Search

14 July, 2019

Introduction to BIG DATA: What is, Types, Characteristics & Example

What is Data?

The quantities, characters, or symbols on which operations are performed by a computer, which may be stored and transmitted in the form of electrical signals and recorded on magnetic, optical, or mechanical recording media.

What is Big Data?

Big Data is also data but with a huge size. Big Data is a term used to describe a collection of data that is huge in size and yet growing exponentially with time. In short such data is so large and complex that none of the traditional data management tools are able to store it or process it efficiently.

Examples Of Big Data

Following are some the examples of Big Data-
The New York Stock Exchange generates about one terabyte of new trade data per day.
Social Media
The statistic shows that 500+terabytes of new data get ingested into the databases of social media site Facebook, every day. This data is mainly generated in terms of photo and video uploads, message exchanges, putting comments etc.
A single Jet engine can generate 10+terabytes of data in 30 minutes of flight time. With many thousand flights per day, generation of data reaches up to many Petabytes.

Types Of Big Data

BigData' could be found in three forms:
  1. Structured
  2. Unstructured
  3. Semi-structured

Structured

Any data that can be stored, accessed and processed in the form of fixed format is termed as a 'structured' data. Over the period of time, talent in computer science has achieved greater success in developing techniques for working with such kind of data (where the format is well known in advance) and also deriving value out of it. However, nowadays, we are foreseeing issues when a size of such data grows to a huge extent, typical sizes are being in the rage of multiple zettabytes.
Do you know? 1021 bytes equal to 1 zettabyte or one billion terabytes forms a zettabyte.
Looking at these figures one can easily understand why the name Big Data is given and imagine the challenges involved in its storage and processing.
Do you know? Data stored in a relational database management system is one example of a 'structured' data.
Examples Of Structured Data
An 'Employee' table in a database is an example of Structured Data
Employee_ID Employee_Name Gender Department Salary_In_lacs
2365 Rajesh Kulkarni Male Finance650000
3398 Pratibha Joshi Female Admin 650000
7465 Shushil Roy Male Admin 500000
7500 Shubhojit Das Male Finance 500000
7699 Priya Sane Female Finance 550000

Unstructured

Any data with unknown form or the structure is classified as unstructured data. In addition to the size being huge, un-structured data poses multiple challenges in terms of its processing for deriving value out of it. A typical example of unstructured data is a heterogeneous data source containing a combination of simple text files, images, videos etc. Now day organizations have wealth of data available with them but unfortunately, they don't know how to derive value out of it since this data is in its raw form or unstructured format.
Examples Of Un-structured Data
The output returned by 'Google Search'

Semi-structured

Semi-structured data can contain both the forms of data. We can see semi-structured data as a structured in form but it is actually not defined with e.g. a table definition in relational DBMS. Example of semi-structured data is a data represented in an XML file.
Examples Of Semi-structured Data
Personal data stored in an XML file-
<rec><name>Prashant Rao</name><sex>Male</sex><age>35</age></rec>
<rec><name>Seema R.</name><sex>Female</sex><age>41</age></rec>
<rec><name>Satish Mane</name><sex>Male</sex><age>29</age></rec>
<rec><name>Subrato Roy</name><sex>Male</sex><age>26</age></rec>
<rec><name>Jeremiah J.</name><sex>Male</sex><age>35</age></rec>
Data Growth over the years
Please note that web application data, which is unstructured, consists of log files, transaction history files etc. OLTP systems are built to work with structured data wherein data is stored in relations (tables).

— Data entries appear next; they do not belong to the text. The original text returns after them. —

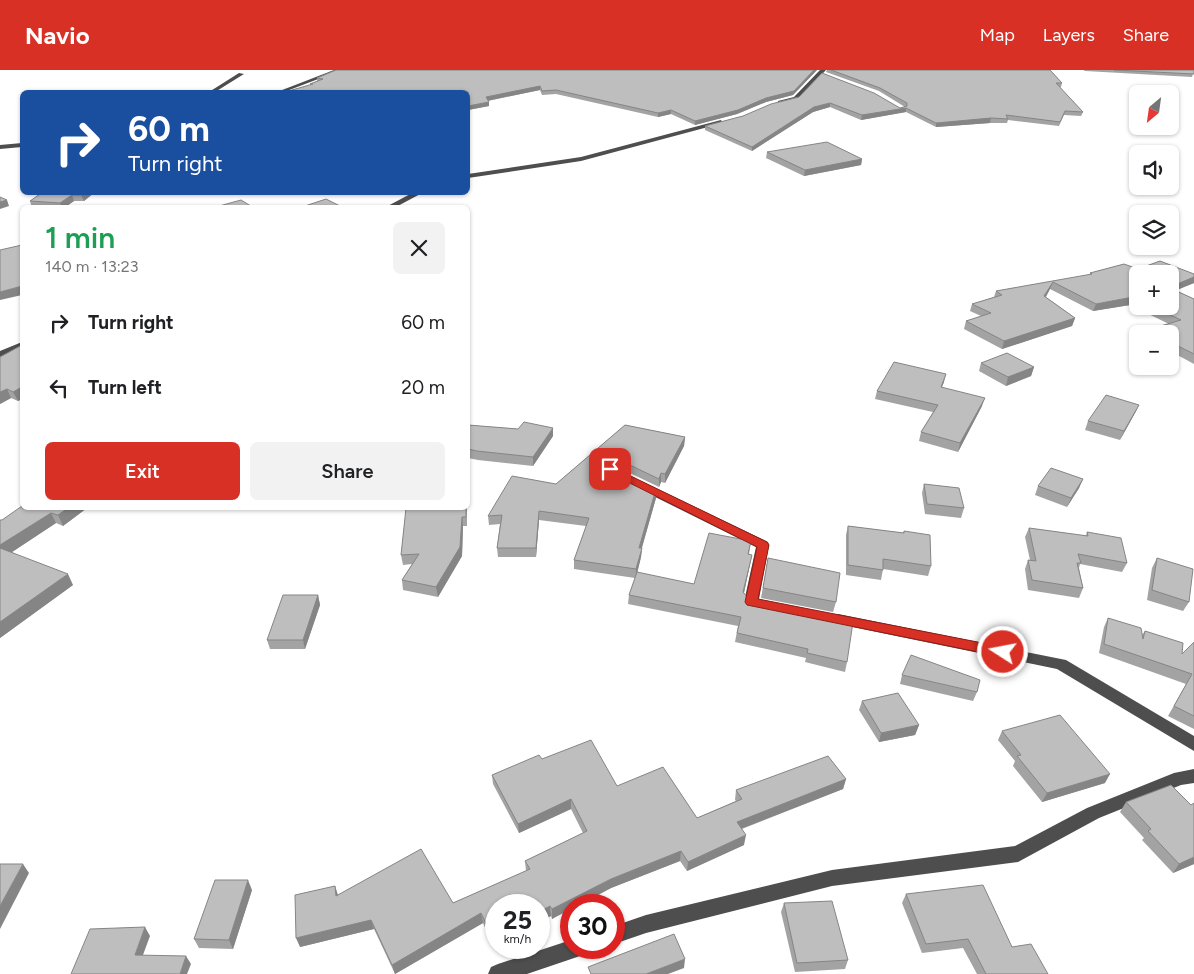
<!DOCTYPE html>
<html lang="en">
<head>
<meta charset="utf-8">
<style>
	:root { --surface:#fff; --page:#f2f2f2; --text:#202124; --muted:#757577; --accent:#d93025 }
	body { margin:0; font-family:Figtree,sans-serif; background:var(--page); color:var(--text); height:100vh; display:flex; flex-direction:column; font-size:19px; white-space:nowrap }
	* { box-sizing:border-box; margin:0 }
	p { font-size:16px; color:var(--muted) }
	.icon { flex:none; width:28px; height:28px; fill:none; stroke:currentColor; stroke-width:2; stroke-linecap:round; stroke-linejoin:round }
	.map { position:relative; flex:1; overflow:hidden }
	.details { position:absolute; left:20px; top:135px; width:450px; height:305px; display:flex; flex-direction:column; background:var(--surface); border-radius:8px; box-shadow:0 1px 4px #0004 }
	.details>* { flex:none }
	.guide { position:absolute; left:20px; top:20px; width:450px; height:105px; border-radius:8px; box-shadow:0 1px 4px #0004; background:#1a4fa0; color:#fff; overflow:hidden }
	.needle { width:32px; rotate:209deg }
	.controls { position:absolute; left:1129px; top:15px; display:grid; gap:10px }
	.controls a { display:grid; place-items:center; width:50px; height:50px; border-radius:8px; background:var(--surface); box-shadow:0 1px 4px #0004; font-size:25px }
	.speed { position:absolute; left:485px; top:824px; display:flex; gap:10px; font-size:25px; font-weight:700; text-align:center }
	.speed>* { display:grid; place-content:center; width:65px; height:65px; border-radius:50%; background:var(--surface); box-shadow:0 1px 4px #0004; line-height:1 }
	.speed small { font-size:12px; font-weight:400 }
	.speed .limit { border:8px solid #d22; background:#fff; color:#111 }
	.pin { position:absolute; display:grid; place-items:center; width:42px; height:42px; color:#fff; margin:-21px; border-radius:10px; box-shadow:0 2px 8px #0006 }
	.me { position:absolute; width:55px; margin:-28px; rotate:281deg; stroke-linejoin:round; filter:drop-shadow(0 0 4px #0008) }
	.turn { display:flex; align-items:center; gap:18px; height:105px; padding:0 25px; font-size:22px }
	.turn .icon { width:65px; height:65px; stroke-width:2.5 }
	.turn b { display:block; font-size:35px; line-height:42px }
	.round { display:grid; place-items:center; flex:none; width:52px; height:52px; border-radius:8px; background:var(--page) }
	.overview { display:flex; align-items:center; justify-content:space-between; height:85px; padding:0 25px }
	h1 { font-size:30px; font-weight:600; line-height:38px; color:#1e9e55 }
	.action { display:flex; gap:10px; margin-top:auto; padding:10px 25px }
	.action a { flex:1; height:58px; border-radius:8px; background:var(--accent); color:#fff; font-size:20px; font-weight:600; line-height:58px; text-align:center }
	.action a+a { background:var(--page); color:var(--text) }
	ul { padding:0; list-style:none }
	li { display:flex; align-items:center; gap:15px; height:65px; padding:0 25px }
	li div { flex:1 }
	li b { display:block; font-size:19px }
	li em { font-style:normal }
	header { display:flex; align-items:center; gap:30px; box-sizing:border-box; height:70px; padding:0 25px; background:var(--accent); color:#fff }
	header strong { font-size:24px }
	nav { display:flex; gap:28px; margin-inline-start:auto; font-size:18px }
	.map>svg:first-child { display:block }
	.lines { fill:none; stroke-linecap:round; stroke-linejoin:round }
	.minor { fill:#4e4e4e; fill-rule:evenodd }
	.wall { fill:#a3a3a3; fill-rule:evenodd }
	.shaded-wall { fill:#858585 }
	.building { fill:#bebebe; stroke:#858585 }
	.route { fill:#d93025; stroke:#8d1f18 }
</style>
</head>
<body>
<header>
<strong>Navio</strong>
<nav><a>Map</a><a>Layers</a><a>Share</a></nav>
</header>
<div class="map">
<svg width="1194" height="904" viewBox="0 0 1194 904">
	<rect width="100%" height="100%" fill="#fff"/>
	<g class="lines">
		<path class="minor" d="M334,0H342L284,22H277Z
			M820,0H826L798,29L778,33V31L794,27Z
			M239,3L244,4L215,22H209Z
			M721,50L723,53L581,91L468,108V104L581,87Z
			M22,73V77L0,79V75Z
			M414,122H424L394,138H384Z
			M22,272V278L0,287V281Z
			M641,411L768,472L769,475L759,529L770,532L772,535L770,538C762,541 754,538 746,535L744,532L756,477L637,418L635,415L637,412Z
			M838,544L1066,590L1194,666V681L1057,599L833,553L831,549L833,545Z
			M1194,699V713L1181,715L1099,748L1018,792L832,816L646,863L614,874V856L646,845L832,800L1015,776L1087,738L1174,703Z
			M571,870V878H586L583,885L527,904H488L491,897L498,894Z"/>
	</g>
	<path class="wall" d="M336,0H817L793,25L766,32L737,44L695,55L671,44L658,47L556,24L542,25L540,20L488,31L489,36L468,40V22L310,15V14L317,11V8Z
		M827,0H1050L1062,13L1061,17H1059L1083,42L1081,46L1064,45L1059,56L1008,50L1007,53H990L936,57L906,42L861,50L830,37L813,42L752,81L705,60V56L743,46L799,27L900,38L905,37L879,21L826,2Z
		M1083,0H1194L1192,7L1085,1Z
		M767,82L862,89L861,95L804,106L766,88Z
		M43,122H95L84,131H74L64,138H32L30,131Z
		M1160,191L1194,204V213L1175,220L1194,229V294L1170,281V264H1145L1147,260L1169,254L1130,235L1093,241L1050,219L1046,227L1075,248L1072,256L1002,279L964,259L966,251L981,246L970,241L972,234L994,227L996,221L1090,205V203L1124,194L1138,199ZM1138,204H1170V236H1138Z
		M22,275V329L18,331L11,328L0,334Z
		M981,293L1034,297L1031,306L1006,316L979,301Z
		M944,312L942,317L982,336L958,382L919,371L921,362L933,342L875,329L877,321Z
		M1139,335L1135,343L1120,370L1085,360L1088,351Z
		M468,355L518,359L553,358V366L533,396L478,390L468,388Z
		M625,355L685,367L684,376L665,413L661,412L659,417L611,394L608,396L656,428L642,478L641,487L637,503L694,514L751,471L749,484L752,485L750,494L744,523L747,527L833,548L847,592L845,602L805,592L806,588L735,572L738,556L628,534L629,525L635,508L574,499V490L586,456L539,450L536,487H498L497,478L500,454L489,455L488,446L556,414Z
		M1083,409L1079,418L1067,437L1035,425L1038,416Z
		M924,414L964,438L961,448L925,444L922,423Z
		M22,438H87L63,456L56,453L12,482L73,515L0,568V450H2Z
		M406,438H467V456H463L462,486L438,527L403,520L402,510L412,494L403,495L401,485Z
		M848,456L903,463L904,461L931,496L928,506L883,499L881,510L846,505V465Z
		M1029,458L1086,466L1087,462L1127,493L1122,502L1080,494L1079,498L1083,518L1079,528L1028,520L1025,499L1028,490H1030L1025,467Z
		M768,488L836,532L833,542L761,528Z
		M1157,488L1189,532L1183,541L1147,530L1152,498Z
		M318,525L320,535L305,579H270L267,570Z
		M1108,548L1142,565L1145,561L1182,584L1194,572V659L1168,646L1186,614L1099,583L1104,557Z
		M902,605L977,622L973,631L900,614Z
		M862,631L919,655L915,665L879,672L859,640Z
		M1002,661L1105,713L1042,732L1013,696L1015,691L998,670Z
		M542,689L617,716L697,748L736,731L735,730L736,720L846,709L843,719L742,759L744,775L687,801L680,791L611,818L579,835H571L552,849L551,846L539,851V835H496V871L492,873L483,853L395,904L374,859L300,877L335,816L338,825L453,833L526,801L525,791L583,763L571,739L519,763L493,714L492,705Z
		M1126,732L1194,794L1173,803L1142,770L1144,768L1120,742Z
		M252,820L233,879L199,878L194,869Z
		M906,824L1012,877L1048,904H977L963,878L922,883L902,833Z
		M784,833L848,890L845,899L795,902L781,842Z"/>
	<path class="shaded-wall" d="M814,0H817L793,25L766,32L737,44L695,55V51Z
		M540,16V20L486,31V27Z
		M489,32V36L468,40V36Z
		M830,33V37L813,42L752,81V77L814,37Z
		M906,38V42L861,50L862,45Z
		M671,40V44L658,47V43Z
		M991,48L990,53L936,57V53Z
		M862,89L861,95L804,106L805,100Z
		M85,122H95L84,131L81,125Z
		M72,125L74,131L64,138H62L60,133Z
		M7,130L9,136L0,139V132Z
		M1194,207V213L1170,223V217Z
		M1053,212L1050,219L1042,233L1044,226Z
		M22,216V225L0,230V222Z
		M1133,227L1130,235L1093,241L1096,234Z
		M1075,248L1072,256L1002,279L1004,271Z
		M1034,297L1031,306L1006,316L1008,307Z
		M946,304L944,312L938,325L941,317Z
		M22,317V329L18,331L13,322Z
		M7,319L11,328L0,334V322Z
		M985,328L982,336L958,382L960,373Z
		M1139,335L1135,343L1120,370L1124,361Z
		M553,358V366L533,396V387Z
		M685,367L684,376L665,413V404Z
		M611,386V394L602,399V390Z
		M661,403V412L659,417V409Z
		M1083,409L1079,418L1067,437L1071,428Z
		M656,419V428L639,487V478Z
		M68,438H87L63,456L58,445Z
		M539,441V450L536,487V478Z
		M51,443L56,453L3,488L0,481V475Z
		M462,447L463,456L462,486L438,527L436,517Z
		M642,478L641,487L636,508V499Z
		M752,485L750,494L742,532L743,522Z
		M68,504L73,515L0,568V552Z
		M318,525L320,535L305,579L303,570Z
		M919,655L915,665L879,672L881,663Z
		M1110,704L1105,713L1042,732L1047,723Z
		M846,709L843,719L735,761L737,752Z
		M571,729V739L519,763L518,754Z
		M746,765L744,775L687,801L688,792Z
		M681,781L680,791L611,818L579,835H571V839L552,849V839L611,809Z
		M1194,787V794L1173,803L1179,794Z
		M23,794L29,803L0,859V836Z
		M248,810L252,820L233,879L229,870Z
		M335,816L338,826H336Z
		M550,836L551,846L539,851V842Z
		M481,843L483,853L395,904L392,895Z
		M371,850L374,859L300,877L296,868Z
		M145,857L150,866L140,893L135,885Z
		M496,862V871L492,873L491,864Z
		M186,886L191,894L187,904H180Z
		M685,889L684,898L668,904H646Z"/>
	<path class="building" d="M336,0H814L794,21L766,28L738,40L695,51L671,40L658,43L556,20L542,21L540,16L486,27L489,32L468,36V22H285L313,14H310L323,9L317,8Z
		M831,0H1050L1062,13H1056L1083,42L1065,41L1060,52L1006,45L1008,49L991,48L936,53L906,38L862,45L830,33L814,37L752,77L705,56L743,46L771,34L799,27L822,3L874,23L900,38L907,36V33L880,18Z
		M1114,0H1194V4Z
		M827,72L862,89L805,100L767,82Z
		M43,122H85L81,125H72L60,133L30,131Z
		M0,127L7,130L0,132Z
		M326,129L344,138H299Z
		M241,130L254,138H212Z
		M22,175V216L0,222V180Z
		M1160,191L1194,204V207L1170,217V204H1138V230L1133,227L1096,234L1053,212L1044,226L1075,248L1004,271L966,251L991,243L972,234L1002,225L996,221L1092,204L1090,203L1124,194L1138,199Z
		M1170,218L1194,229V284L1170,272V264H1154L1147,260L1181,250L1151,236H1170Z
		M22,275V317L13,322L7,319L0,322V287Z
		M1007,283L1034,297L1008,307L981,293Z
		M894,292L946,304L941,317L985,328L960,373L921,362L938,335L877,321Z
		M1106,325L1139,335L1124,361L1088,351Z
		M524,352L553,358L533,387L477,381L468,379V355L518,359Z
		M625,355L685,367L665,404L661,403L659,409L611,386L602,390L605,394L656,419L639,478H642L636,499L574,490L589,448L539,441L536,478H497L502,445L488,446L512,406L556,414Z
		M1051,398L1083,409L1071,428L1038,416Z
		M924,414L959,418L964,438L927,434Z
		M22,436V438H68L58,445L51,443L0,475V450H2Z
		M406,438H466V447H462L460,477L436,517L402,510L419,484L401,485Z
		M848,456L904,463V461L930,465L931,496L883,489V500L848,495Z
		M1029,458L1088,466L1087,462L1121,468L1127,493L1078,484L1081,493H1077L1083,518L1032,510L1028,490L1036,491Z
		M709,463L751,471L748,484L752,485L743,522L747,527L834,545L833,548L853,552L847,592L807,583L808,579L737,563L741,547L629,525L637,502L694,514Z
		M0,478L68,504L0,552Z
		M768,488L840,503L836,532L763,518Z
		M1157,488L1193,499L1189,532L1152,520Z
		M283,525H318L303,570H267Z
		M1108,548L1141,558L1143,569L1145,561L1183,573L1182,584L1194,572V646L1174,636L1192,604L1104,574Z
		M911,585L980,610L977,622L902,605Z
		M898,623L919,655L881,663L862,631Z
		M1060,645L1110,704L1047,723L1017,686L1021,685L1002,661Z
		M591,670L617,716L663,697L697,748L742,729L736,720L828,686L846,709L737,752L746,765L688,792L681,781L611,809L552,839L550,836L539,842V835H496V862L491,864L481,843L392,895L371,850L296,868L295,825L335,816L336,826L421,779L453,833L530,799L525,791L587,761L571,729L518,754L492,705L539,685L542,689Z
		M1171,715L1191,735L1194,733V787L1179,794L1148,761L1151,759L1126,732Z
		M0,794H23L0,836Z
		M215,810H248L229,870L194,869Z
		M983,815L1012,877L1031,874L1048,904H986L968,869L926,874L906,824Z
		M832,831L848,890L797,893L784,833Z
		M145,857L135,885L186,886L180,904H71L90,859Z
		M674,864L685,889L646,904H591L588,897Z"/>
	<path class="route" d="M610,396L767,472L769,475L758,529L1003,577L1007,579L1009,582L1007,586L1003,587L747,535L745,532L757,477L606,401L605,399L606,397Z"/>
</svg>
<div class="controls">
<a><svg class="needle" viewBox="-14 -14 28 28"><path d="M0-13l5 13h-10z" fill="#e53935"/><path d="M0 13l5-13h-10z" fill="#757577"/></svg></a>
<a><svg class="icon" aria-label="sound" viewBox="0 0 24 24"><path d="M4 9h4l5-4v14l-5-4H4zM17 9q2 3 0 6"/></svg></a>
<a><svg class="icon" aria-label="layers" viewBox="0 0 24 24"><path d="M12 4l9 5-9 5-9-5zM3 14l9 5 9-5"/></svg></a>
<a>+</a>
<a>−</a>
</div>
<div class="speed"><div>25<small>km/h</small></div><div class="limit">30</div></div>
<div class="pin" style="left:610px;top:399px;background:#d93025"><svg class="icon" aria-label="arrive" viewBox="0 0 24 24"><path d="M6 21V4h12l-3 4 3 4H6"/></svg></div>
<svg class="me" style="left:1003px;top:582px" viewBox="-20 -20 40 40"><circle r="17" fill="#d93025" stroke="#fff" stroke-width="3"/><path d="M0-11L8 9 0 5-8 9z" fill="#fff"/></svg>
<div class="guide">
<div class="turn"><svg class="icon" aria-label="right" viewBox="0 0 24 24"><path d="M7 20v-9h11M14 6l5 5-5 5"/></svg><div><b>60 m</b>Turn right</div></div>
</div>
<section class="details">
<div class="overview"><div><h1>1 min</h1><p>140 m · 13:23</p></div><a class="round"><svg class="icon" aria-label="close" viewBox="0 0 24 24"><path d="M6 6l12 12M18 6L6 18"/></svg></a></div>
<ul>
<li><svg class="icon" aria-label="right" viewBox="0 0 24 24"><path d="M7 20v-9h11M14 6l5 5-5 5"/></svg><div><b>Turn right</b></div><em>60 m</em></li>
<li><svg class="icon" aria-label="left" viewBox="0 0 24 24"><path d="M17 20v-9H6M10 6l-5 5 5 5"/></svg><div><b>Turn left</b></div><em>20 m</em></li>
</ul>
<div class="action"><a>Exit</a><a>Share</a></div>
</section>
</div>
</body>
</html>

Characteristics Of Big Data

(i) Volume – The name Big Data itself is related to a size which is enormous. Size of data plays a very crucial role in determining value out of data. Also, whether a particular data can actually be considered as a Big Data or not, is dependent upon the volume of data. Hence, 'Volume' is one characteristic which needs to be considered while dealing with Big Data.
(ii) Variety – The next aspect of Big Data is its variety.
Variety refers to heterogeneous sources and the nature of data, both structured and unstructured. During earlier days, spreadsheets and databases were the only sources of data considered by most of the applications. Nowadays, data in the form of emails, photos, videos, monitoring devices, PDFs, audio, etc. are also being considered in the analysis applications. This variety of unstructured data poses certain issues for storage, mining and analyzing data.
(iii) Velocity – The term 'velocity' refers to the speed of generation of data. How fast the data is generated and processed to meet the demands, determines real potential in the data.
Big Data Velocity deals with the speed at which data flows in from sources like business processes, application logs, networks, and social media sites, sensors, Mobile devices, etc. The flow of data is massive and continuous.
(iv) Variability – This refers to the inconsistency which can be shown by the data at times, thus hampering the process of being able to handle and manage the data effectively.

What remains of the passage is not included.